→ Task
Each line of the entries, from the first to the line containing "height:8px; margin:-4px; padding:0", is to be transcribed exactly as it stands; include no other lines.
———
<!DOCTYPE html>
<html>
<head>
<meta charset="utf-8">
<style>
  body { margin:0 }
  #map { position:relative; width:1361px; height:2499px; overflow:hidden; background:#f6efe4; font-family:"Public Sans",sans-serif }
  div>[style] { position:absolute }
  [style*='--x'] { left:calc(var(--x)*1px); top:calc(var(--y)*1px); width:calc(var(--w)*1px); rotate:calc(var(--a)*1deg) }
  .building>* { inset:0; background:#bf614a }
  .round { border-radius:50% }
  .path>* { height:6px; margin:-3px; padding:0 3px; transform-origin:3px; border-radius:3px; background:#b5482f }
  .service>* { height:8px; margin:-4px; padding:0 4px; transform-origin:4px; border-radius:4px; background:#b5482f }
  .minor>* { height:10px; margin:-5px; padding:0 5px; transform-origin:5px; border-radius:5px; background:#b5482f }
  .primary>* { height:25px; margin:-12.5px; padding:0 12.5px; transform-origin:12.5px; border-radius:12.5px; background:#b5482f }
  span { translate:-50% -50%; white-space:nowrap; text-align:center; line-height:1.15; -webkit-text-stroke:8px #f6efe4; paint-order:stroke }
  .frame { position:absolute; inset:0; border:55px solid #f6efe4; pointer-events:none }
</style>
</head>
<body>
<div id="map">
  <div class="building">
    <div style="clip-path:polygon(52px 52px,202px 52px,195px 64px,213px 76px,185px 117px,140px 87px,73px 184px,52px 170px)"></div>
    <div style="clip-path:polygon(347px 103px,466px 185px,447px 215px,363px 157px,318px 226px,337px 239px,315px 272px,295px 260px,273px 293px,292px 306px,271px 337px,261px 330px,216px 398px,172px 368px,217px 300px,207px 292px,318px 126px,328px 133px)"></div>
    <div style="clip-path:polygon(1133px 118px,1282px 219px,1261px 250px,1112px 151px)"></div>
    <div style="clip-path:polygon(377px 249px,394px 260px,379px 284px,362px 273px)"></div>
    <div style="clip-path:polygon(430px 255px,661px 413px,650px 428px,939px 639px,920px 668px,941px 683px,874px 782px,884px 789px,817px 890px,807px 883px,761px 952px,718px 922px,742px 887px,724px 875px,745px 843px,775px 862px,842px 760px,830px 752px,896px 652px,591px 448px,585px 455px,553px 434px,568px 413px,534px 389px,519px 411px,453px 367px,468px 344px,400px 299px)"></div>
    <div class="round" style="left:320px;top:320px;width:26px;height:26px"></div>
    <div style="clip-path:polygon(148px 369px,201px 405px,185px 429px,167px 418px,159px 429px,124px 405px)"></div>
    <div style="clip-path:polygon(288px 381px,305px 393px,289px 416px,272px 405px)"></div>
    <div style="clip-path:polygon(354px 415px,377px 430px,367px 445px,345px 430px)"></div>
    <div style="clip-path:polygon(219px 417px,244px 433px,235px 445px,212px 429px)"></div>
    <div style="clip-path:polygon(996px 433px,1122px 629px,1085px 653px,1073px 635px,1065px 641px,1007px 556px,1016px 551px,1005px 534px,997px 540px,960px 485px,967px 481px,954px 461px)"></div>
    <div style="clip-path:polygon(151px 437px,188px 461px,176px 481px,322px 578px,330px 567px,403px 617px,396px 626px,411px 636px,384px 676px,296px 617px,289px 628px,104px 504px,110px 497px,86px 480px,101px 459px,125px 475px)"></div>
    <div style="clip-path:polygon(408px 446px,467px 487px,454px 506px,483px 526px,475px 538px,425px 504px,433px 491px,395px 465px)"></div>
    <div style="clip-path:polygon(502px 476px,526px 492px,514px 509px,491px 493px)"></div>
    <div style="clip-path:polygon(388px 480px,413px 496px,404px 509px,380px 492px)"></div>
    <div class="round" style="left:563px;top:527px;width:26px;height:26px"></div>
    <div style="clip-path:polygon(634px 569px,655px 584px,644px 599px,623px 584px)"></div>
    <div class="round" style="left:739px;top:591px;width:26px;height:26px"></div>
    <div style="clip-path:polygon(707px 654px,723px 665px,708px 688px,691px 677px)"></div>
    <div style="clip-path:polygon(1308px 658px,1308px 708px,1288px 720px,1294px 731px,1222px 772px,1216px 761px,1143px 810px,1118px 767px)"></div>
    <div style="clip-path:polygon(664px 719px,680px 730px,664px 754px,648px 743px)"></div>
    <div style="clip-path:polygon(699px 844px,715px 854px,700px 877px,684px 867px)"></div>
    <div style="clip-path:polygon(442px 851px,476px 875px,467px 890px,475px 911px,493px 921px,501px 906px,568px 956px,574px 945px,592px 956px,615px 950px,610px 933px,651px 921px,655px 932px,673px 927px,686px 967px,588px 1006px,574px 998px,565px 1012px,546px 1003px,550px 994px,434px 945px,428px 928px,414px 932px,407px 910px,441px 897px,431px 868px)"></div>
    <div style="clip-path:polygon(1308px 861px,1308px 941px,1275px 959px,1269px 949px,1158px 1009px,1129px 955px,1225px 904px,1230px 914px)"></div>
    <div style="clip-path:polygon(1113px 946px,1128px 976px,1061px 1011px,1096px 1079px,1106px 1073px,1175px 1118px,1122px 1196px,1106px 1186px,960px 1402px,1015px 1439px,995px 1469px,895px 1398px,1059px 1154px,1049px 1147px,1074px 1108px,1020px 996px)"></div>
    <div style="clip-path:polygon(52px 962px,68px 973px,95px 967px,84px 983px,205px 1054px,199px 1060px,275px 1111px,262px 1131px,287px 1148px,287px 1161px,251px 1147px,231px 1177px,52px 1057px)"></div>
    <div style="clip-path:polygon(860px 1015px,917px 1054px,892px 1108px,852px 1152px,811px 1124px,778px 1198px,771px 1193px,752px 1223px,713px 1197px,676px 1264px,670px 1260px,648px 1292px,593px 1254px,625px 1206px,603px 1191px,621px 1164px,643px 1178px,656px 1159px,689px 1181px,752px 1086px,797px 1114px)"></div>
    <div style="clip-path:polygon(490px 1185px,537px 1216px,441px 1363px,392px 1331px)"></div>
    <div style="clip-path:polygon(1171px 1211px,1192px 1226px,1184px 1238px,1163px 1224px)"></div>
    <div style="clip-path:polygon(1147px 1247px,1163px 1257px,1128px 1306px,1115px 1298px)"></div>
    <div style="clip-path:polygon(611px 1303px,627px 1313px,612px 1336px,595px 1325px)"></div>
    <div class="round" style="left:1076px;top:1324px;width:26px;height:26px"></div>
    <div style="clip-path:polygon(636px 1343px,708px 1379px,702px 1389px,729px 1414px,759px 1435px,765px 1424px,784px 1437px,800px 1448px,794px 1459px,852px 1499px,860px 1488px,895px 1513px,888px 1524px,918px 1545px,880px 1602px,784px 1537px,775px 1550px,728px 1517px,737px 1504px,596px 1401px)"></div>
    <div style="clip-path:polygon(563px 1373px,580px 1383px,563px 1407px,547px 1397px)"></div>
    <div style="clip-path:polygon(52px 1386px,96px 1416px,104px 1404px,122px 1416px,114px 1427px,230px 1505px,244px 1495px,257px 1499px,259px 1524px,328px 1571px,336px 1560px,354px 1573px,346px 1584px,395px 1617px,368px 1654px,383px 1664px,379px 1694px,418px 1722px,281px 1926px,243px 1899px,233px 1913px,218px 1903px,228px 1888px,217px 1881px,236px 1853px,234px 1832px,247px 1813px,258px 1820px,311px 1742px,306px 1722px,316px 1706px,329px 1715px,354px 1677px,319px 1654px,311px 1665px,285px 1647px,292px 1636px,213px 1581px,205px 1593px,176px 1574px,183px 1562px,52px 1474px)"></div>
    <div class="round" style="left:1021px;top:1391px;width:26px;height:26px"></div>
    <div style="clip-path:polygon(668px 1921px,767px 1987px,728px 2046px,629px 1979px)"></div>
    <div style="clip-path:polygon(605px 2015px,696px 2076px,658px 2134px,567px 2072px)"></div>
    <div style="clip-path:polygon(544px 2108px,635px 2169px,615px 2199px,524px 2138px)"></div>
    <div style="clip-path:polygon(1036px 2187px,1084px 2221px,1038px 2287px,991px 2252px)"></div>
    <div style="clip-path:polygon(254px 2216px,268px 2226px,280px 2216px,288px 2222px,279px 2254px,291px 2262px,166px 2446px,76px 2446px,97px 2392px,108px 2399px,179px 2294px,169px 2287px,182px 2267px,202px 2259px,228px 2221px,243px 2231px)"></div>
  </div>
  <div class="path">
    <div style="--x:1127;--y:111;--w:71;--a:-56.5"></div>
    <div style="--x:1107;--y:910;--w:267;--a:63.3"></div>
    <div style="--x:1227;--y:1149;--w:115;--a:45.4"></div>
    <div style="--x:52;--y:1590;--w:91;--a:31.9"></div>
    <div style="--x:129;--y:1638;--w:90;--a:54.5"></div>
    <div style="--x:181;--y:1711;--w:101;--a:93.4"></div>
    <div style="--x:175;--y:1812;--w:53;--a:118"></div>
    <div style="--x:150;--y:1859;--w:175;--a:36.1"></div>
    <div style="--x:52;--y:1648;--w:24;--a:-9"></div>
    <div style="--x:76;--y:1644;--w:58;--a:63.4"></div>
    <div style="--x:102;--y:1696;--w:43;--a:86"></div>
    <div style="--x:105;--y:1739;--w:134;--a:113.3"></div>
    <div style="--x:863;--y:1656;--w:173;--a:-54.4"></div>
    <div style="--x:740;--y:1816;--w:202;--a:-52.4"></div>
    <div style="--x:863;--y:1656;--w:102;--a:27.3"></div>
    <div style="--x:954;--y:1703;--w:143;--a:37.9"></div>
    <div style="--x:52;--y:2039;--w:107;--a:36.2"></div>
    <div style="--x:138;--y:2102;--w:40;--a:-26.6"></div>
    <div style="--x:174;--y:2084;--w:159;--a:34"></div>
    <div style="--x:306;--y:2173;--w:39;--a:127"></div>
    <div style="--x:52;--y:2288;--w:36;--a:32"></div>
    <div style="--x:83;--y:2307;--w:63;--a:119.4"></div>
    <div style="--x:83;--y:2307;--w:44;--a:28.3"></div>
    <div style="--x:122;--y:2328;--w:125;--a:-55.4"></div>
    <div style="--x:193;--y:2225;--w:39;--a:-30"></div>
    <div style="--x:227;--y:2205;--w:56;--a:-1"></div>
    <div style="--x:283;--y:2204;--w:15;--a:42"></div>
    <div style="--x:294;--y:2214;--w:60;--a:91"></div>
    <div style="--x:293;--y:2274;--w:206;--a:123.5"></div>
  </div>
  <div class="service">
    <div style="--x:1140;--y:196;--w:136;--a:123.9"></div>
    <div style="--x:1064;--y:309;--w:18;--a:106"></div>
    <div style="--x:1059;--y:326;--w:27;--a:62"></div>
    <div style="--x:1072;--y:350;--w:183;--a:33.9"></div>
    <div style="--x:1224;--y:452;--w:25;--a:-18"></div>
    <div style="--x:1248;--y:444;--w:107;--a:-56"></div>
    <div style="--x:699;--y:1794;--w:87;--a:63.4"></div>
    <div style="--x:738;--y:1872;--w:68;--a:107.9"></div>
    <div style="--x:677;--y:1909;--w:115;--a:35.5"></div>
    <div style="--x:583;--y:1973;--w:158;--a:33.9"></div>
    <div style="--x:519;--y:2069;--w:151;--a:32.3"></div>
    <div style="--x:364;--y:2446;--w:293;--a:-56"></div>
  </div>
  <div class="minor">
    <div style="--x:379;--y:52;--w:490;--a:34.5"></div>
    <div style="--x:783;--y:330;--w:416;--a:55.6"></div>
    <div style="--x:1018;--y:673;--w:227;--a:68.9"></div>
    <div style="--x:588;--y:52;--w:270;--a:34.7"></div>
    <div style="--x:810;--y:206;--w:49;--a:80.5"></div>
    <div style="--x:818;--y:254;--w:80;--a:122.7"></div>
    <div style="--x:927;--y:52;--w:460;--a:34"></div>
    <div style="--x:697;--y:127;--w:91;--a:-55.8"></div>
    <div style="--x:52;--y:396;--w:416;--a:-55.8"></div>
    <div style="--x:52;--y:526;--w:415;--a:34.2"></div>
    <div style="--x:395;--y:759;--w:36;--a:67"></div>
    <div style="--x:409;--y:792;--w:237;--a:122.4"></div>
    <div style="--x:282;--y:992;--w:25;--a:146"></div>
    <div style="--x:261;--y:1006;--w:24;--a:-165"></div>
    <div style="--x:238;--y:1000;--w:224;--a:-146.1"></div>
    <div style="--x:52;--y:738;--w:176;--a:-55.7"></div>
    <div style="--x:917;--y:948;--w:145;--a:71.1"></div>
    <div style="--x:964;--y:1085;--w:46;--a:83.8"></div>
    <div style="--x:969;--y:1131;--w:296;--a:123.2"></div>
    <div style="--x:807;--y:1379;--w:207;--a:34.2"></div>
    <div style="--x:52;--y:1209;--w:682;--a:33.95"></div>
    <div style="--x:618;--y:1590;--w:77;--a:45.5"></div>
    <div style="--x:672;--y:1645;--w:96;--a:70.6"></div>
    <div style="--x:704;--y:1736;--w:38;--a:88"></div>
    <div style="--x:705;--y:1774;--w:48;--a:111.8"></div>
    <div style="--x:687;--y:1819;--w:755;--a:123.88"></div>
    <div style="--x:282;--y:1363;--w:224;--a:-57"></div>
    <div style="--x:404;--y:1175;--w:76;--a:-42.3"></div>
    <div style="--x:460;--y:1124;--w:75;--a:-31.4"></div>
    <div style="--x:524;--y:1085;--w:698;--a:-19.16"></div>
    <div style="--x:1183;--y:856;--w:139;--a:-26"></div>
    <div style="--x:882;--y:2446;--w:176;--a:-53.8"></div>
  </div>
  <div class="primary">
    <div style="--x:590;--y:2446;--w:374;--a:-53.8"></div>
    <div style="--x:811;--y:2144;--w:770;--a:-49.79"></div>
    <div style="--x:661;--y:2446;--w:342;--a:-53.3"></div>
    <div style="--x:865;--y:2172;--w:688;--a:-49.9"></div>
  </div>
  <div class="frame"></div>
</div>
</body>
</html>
———
→ Answer to this task
<!DOCTYPE html>
<html>
<head>
<meta charset="utf-8">
<style>
  body { margin:0 }
  #map { position:relative; width:1361px; height:2499px; overflow:hidden; background:#f6efe4; font-family:"Public Sans",sans-serif }
  div>[style] { position:absolute }
  [style*='--x'] { left:calc(var(--x)*1px); top:calc(var(--y)*1px); width:calc(var(--w)*1px); rotate:calc(var(--a)*1deg) }
  .building>* { inset:0; background:#bf614a }
  .round { border-radius:50% }
  .path>* { height:6px; margin:-3px; padding:0 3px; transform-origin:3px; border-radius:3px; background:#b5482f }
  .service>* { height:8px; margin:-4px; padding:0 4px; transform-origin:4px; border-radius:4px; background:#b5482f }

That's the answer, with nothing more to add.